WHAT IS BEING ASKED -> Return all of the entries exactly, with nothing added or left out.

---------- EXTRACTED INFORMATION

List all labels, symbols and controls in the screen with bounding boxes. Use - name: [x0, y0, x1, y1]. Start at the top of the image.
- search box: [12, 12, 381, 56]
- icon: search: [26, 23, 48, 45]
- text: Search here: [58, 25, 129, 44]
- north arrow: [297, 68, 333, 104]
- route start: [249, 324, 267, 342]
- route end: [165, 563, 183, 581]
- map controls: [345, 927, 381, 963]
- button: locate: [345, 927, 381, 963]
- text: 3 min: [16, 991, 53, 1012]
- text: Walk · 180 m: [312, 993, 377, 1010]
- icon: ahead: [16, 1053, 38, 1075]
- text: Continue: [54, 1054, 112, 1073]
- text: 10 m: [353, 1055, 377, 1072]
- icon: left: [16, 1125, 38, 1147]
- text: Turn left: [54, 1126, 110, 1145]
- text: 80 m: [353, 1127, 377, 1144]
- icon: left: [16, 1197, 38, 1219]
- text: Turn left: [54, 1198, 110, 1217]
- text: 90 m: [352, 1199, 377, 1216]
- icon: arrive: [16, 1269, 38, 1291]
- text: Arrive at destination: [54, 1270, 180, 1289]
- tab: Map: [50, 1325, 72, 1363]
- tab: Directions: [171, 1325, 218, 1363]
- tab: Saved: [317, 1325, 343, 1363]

--------------------

TASK OUTPUT ->
List all labels, symbols and controls in the screen with bounding boxes. Use - name: [x0, y0, x1, y1]. Start at the top of the image.
- search box: [12, 12, 381, 56]
- icon: search: [26, 23, 48, 45]
- text: Search here: [58, 25, 129, 44]
- north arrow: [297, 68, 333, 104]
- route start: [249, 324, 267, 342]
- route end: [165, 563, 183, 581]
- map controls: [345, 927, 381, 963]
- button: locate: [345, 927, 381, 963]
- text: 3 min: [16, 991, 53, 1012]
- text: Walk · 180 m: [312, 993, 377, 1010]
- icon: ahead: [16, 1053, 38, 1075]
- text: Continue: [54, 1054, 112, 1073]
- text: 10 m: [353, 1055, 377, 1072]
- icon: left: [16, 1125, 38, 1147]
- text: Turn left: [54, 1126, 110, 1145]
- text: 80 m: [353, 1127, 377, 1144]
- icon: left: [16, 1197, 38, 1219]
- text: Turn left: [54, 1198, 110, 1217]
- text: 90 m: [352, 1199, 377, 1216]
- icon: arrive: [16, 1269, 38, 1291]
- text: Arrive at destination: [54, 1270, 180, 1289]
- tab: Map: [50, 1325, 72, 1363]
- tab: Directions: [171, 1325, 218, 1363]
- tab: Saved: [317, 1325, 343, 1363]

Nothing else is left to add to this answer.